## EXERCISE DETAILS
Whenever the word "name" turns up in a line below, that line should be copied.

## SOURCE DATA
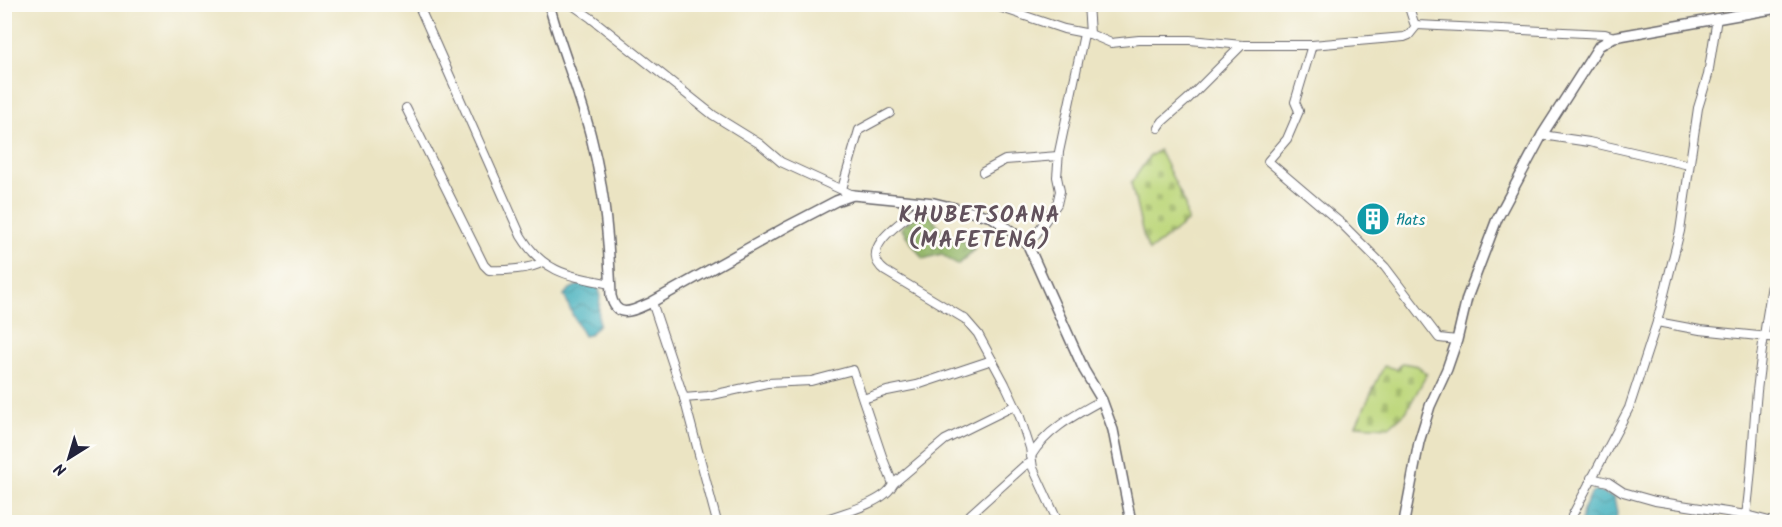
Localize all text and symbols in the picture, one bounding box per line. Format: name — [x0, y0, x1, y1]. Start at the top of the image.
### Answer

--

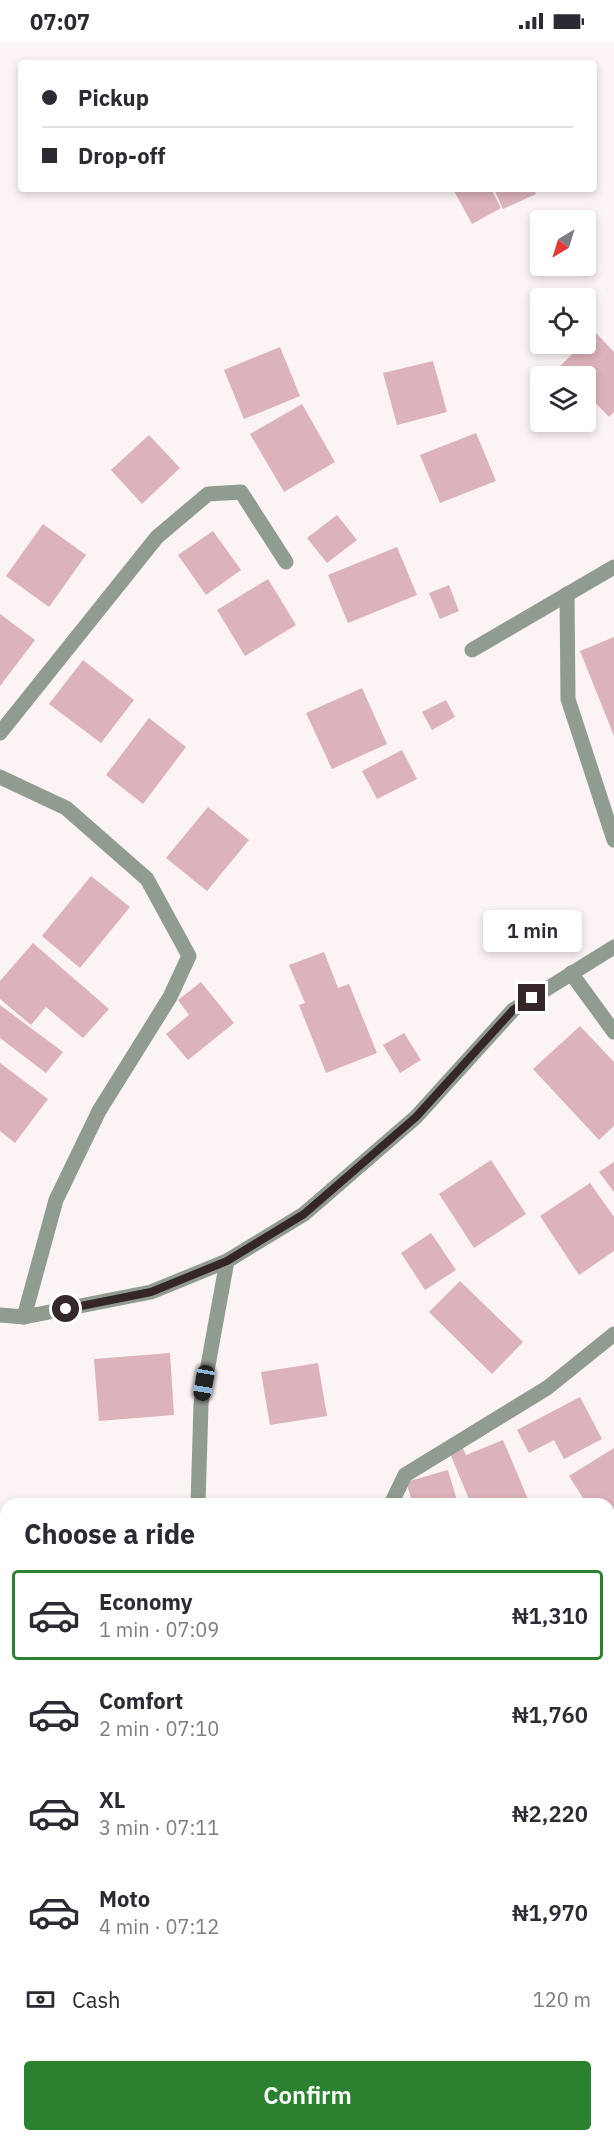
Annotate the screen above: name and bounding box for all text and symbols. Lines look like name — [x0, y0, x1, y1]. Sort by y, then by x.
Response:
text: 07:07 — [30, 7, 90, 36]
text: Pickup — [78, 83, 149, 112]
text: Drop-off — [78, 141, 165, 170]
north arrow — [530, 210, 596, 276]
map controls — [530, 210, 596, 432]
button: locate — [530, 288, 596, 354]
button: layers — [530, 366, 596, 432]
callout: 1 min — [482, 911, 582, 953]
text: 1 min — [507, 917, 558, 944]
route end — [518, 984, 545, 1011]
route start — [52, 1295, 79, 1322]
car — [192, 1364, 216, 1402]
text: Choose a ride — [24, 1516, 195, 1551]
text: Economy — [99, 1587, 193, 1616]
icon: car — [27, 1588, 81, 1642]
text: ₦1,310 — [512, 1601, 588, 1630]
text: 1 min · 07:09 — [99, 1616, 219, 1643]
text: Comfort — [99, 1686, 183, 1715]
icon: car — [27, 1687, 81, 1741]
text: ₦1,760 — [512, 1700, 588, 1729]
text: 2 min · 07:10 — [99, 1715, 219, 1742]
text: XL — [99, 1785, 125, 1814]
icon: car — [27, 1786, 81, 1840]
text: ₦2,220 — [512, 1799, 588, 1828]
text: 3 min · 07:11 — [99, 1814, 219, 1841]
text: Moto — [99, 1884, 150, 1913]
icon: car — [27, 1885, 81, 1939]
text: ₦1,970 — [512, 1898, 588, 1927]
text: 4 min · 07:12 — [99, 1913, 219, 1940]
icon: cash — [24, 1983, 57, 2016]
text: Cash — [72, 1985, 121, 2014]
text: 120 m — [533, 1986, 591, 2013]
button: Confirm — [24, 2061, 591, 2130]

--

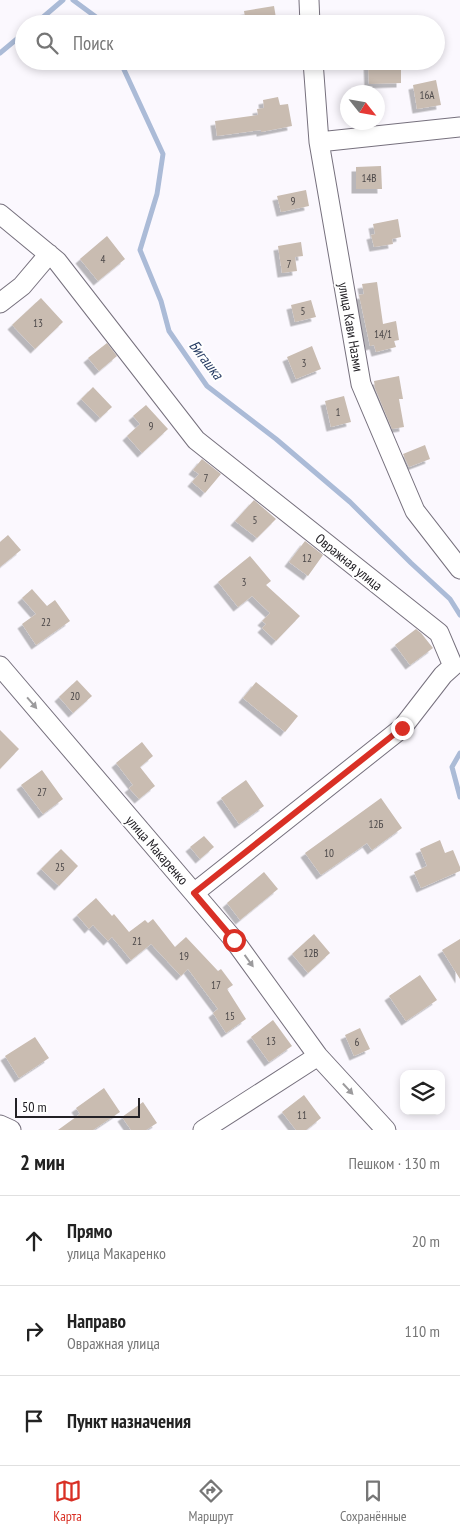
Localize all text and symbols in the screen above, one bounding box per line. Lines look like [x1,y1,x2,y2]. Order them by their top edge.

## SOLUTION BELOW
Localize all text and symbols in the picture, one bounding box per line. Format: name — [x0, y0, x1, y1]. Start at the top of the image.
Annotate the screen above: name and bounding box for all text and symbols. Lines look like name — [x0, y0, x1, y1]. Sort by y, then by x.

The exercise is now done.